BEGIN Data section

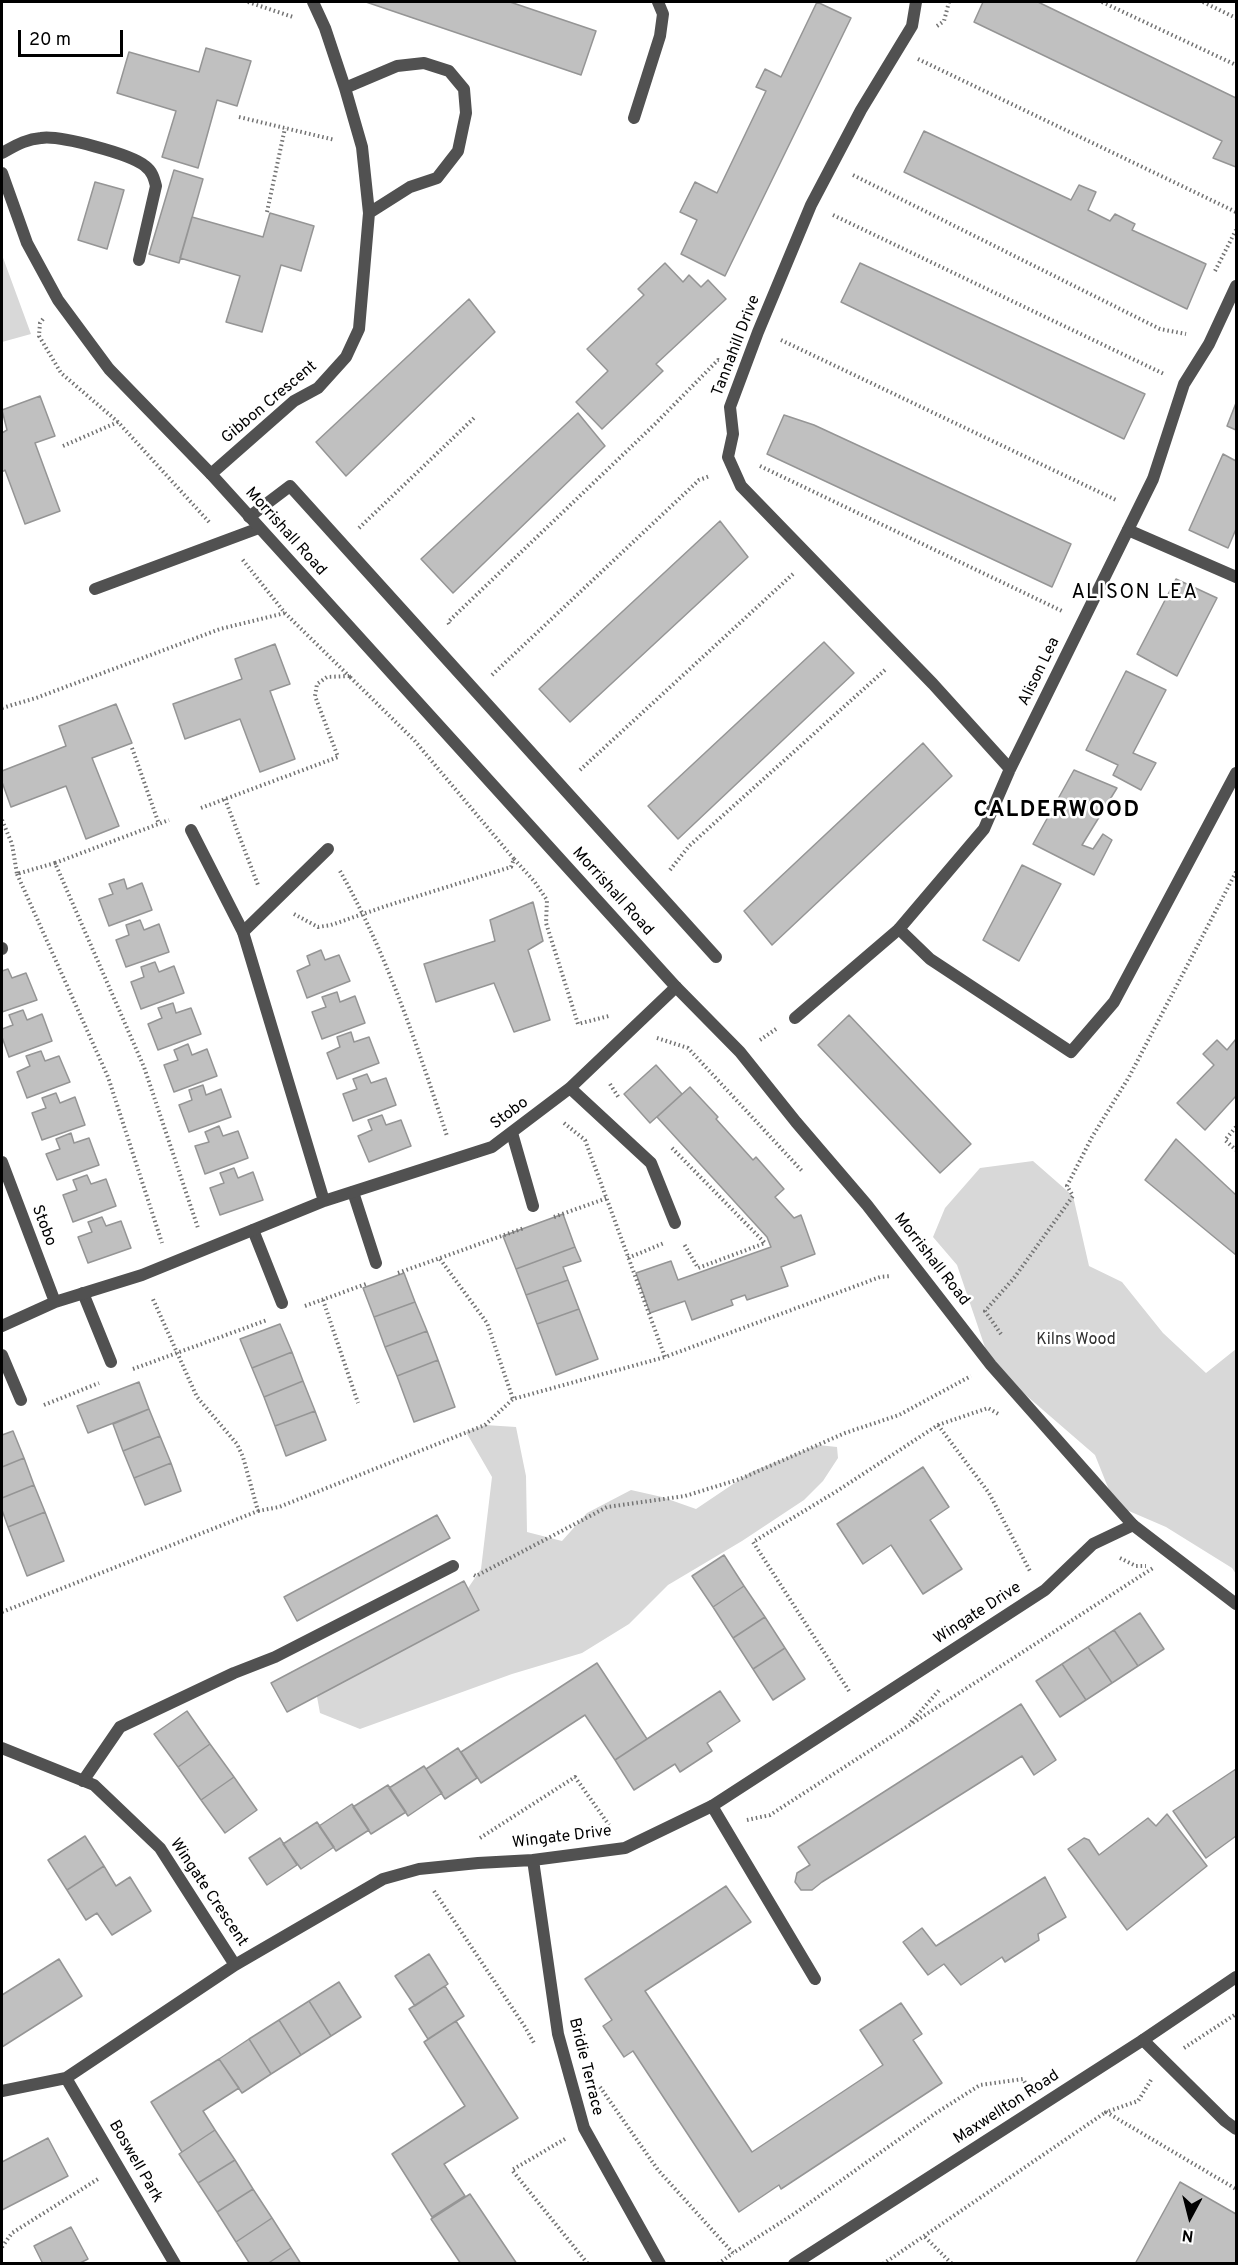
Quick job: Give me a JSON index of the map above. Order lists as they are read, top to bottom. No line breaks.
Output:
{"streets":{"street":["Tannahill Drive","Gibbon Crescent","Morrishall Road","Alison Lea","Stobo","Wingate Drive","Wingate Crescent","Bridie Terrace","Maxwellton Road","Boswell Park"]},"crossings":[["Tannahill Drive","Alison Lea"],["Gibbon Crescent","Morrishall Road"],["Morrishall Road","Stobo"],["Morrishall Road","Wingate Drive"],["Wingate Drive","Wingate Crescent"],["Wingate Drive","Bridie Terrace"],["Wingate Drive","Boswell Park"]],"districts":["ALISON LEA","CALDERWOOD"],"parks":["Kilns Wood"],"scale_bar":"20 m","north":"bottom"}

END Data section

# What the exercise asks
From the first line to the last, set down the data exactly, without the pictures.

# Solution
Quick job: Give me a JSON index of the map above. Order lists as they are read, top to bottom. No line breaks.
Output:
{"streets":{"street":["Tannahill Drive","Gibbon Crescent","Morrishall Road","Alison Lea","Stobo","Wingate Drive","Wingate Crescent","Bridie Terrace","Maxwellton Road","Boswell Park"]},"crossings":[["Tannahill Drive","Alison Lea"],["Gibbon Crescent","Morrishall Road"],["Morrishall Road","Stobo"],["Morrishall Road","Wingate Drive"],["Wingate Drive","Wingate Crescent"],["Wingate Drive","Bridie Terrace"],["Wingate Drive","Boswell Park"]],"districts":["ALISON LEA","CALDERWOOD"],"parks":["Kilns Wood"],"scale_bar":"20 m","north":"bottom"}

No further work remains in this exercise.